Saved data entries:
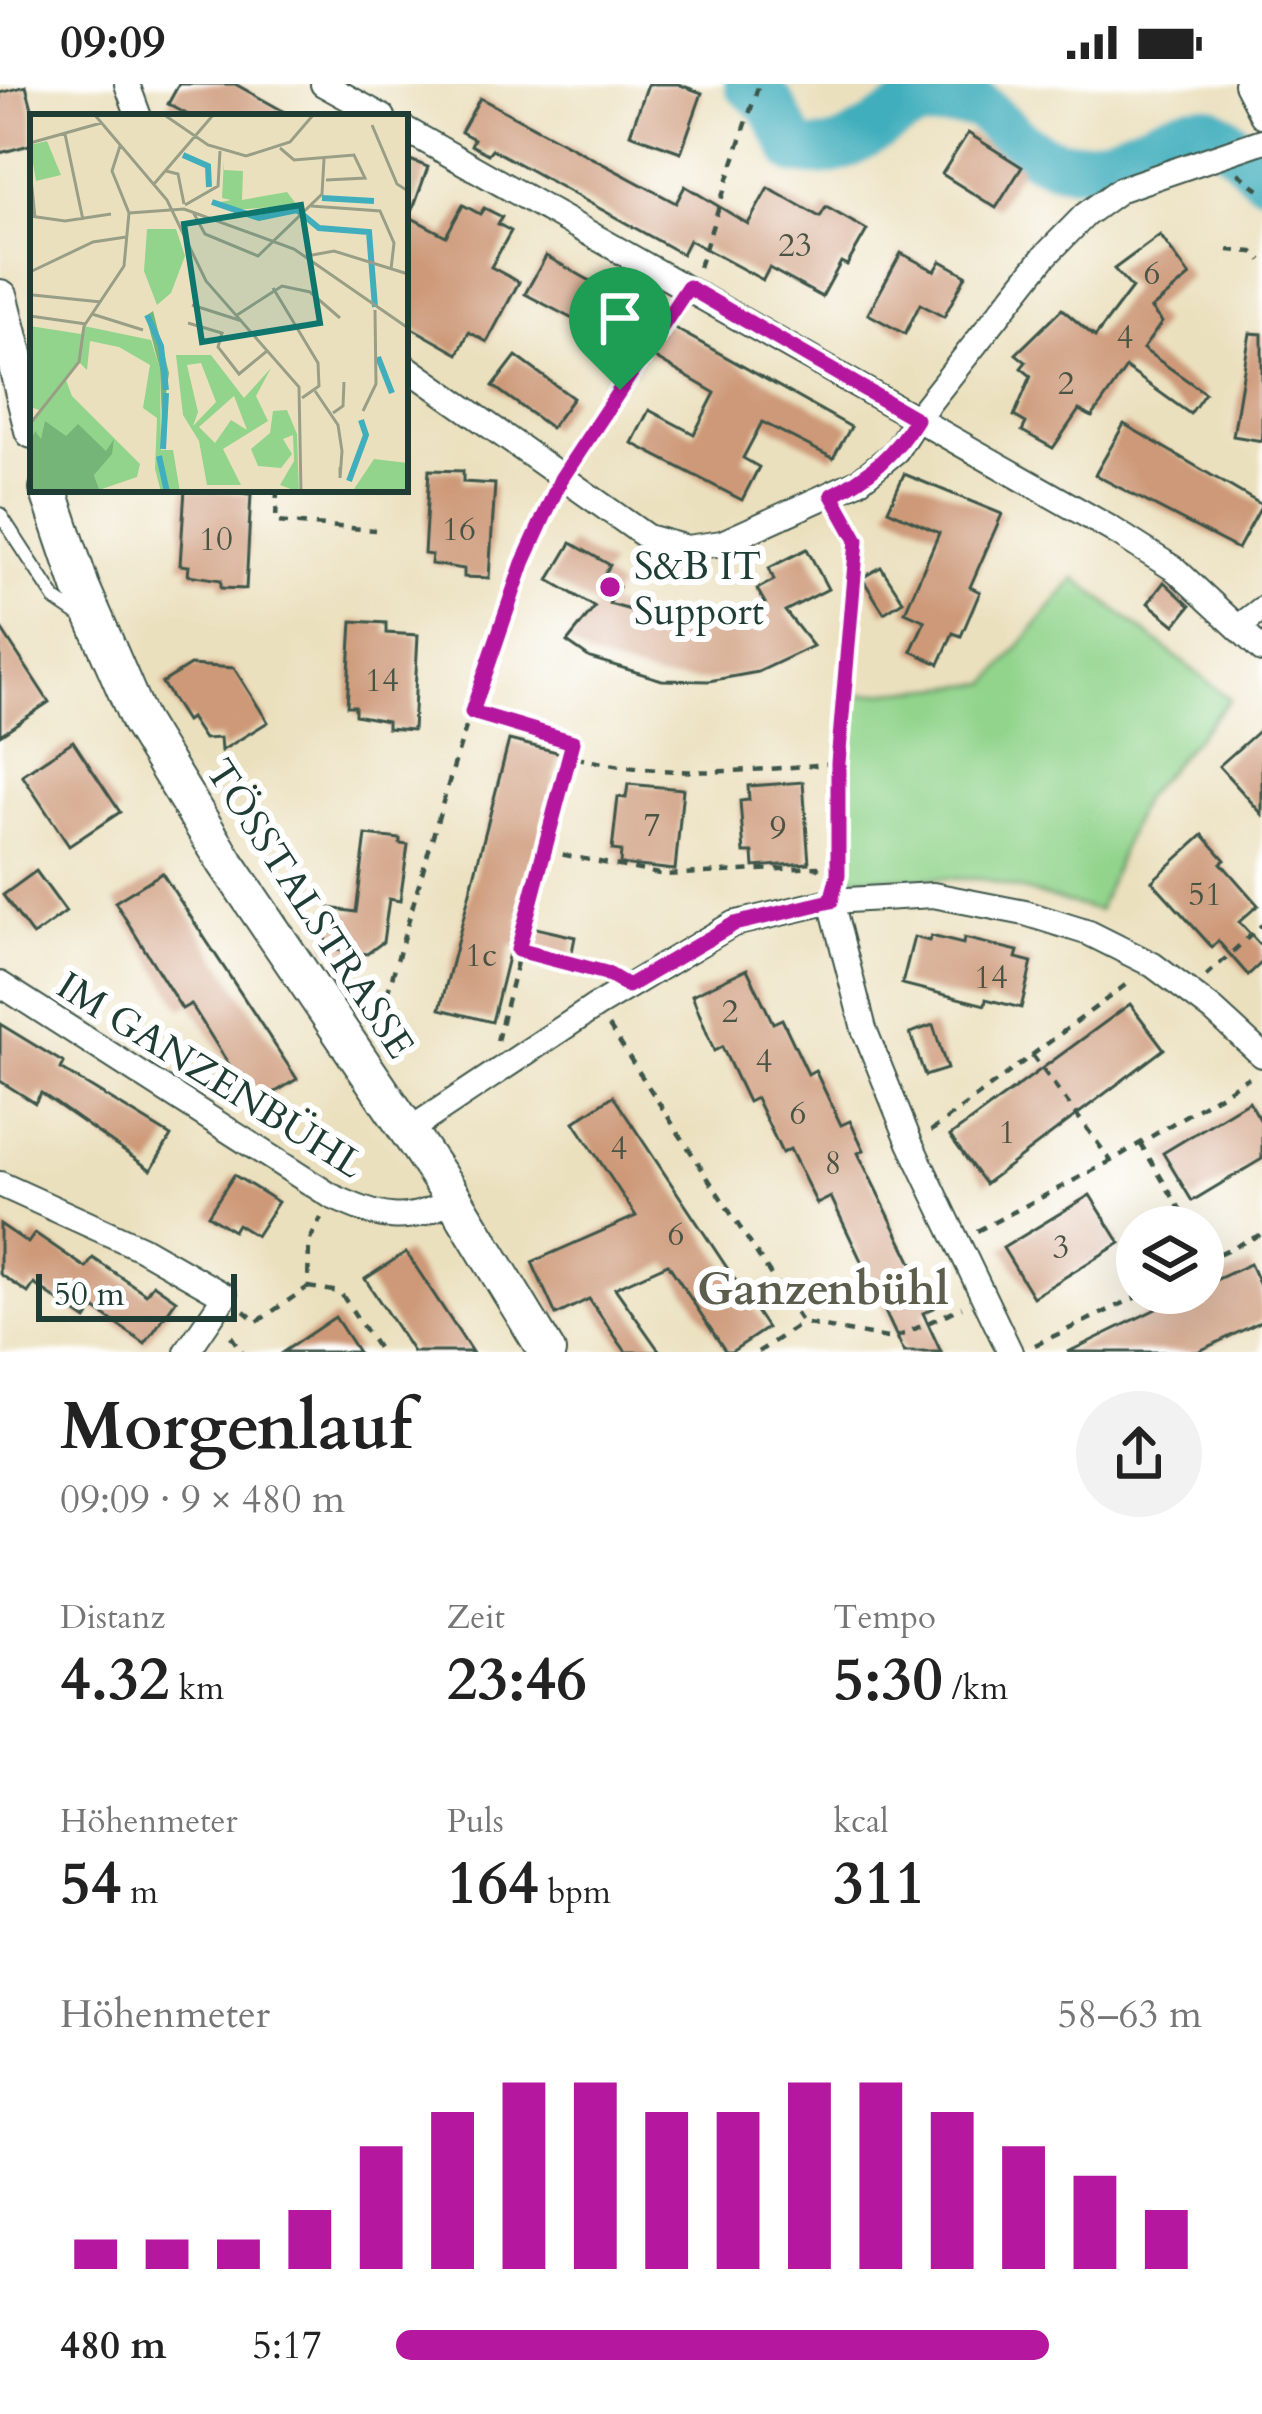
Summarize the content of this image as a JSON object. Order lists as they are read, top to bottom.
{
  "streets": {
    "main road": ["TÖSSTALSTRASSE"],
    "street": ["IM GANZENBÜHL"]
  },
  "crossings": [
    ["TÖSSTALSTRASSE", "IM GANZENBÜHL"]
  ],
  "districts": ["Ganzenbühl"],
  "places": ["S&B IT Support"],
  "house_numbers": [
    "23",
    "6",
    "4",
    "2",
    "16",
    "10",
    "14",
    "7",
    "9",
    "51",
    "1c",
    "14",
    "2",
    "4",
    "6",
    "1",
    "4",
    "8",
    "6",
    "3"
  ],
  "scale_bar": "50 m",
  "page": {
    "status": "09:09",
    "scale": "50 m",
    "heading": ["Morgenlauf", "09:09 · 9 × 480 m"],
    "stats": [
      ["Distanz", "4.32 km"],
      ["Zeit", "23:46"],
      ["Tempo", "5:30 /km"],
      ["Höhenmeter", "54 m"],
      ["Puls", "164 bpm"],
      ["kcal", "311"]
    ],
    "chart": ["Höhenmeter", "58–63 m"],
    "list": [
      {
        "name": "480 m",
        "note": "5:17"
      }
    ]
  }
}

### To do
Each record needs to be reproduced exactly, and no image should be carried over.

### Solution to this problem
Summarize the content of this image as a JSON object. Order lists as they are read, top to bottom.
{
  "streets": {
    "main road": ["TÖSSTALSTRASSE"],
    "street": ["IM GANZENBÜHL"]
  },
  "crossings": [
    ["TÖSSTALSTRASSE", "IM GANZENBÜHL"]
  ],
  "districts": ["Ganzenbühl"],
  "places": ["S&B IT Support"],
  "house_numbers": [
    "23",
    "6",
    "4",
    "2",
    "16",
    "10",
    "14",
    "7",
    "9",
    "51",
    "1c",
    "14",
    "2",
    "4",
    "6",
    "1",
    "4",
    "8",
    "6",
    "3"
  ],
  "scale_bar": "50 m",
  "page": {
    "status": "09:09",
    "scale": "50 m",
    "heading": ["Morgenlauf", "09:09 · 9 × 480 m"],
    "stats": [
      ["Distanz", "4.32 km"],
      ["Zeit", "23:46"],
      ["Tempo", "5:30 /km"],
      ["Höhenmeter", "54 m"],
      ["Puls", "164 bpm"],
      ["kcal", "311"]
    ],
    "chart": ["Höhenmeter", "58–63 m"],
    "list": [
      {
        "name": "480 m",
        "note": "5:17"
      }
    ]
  }
}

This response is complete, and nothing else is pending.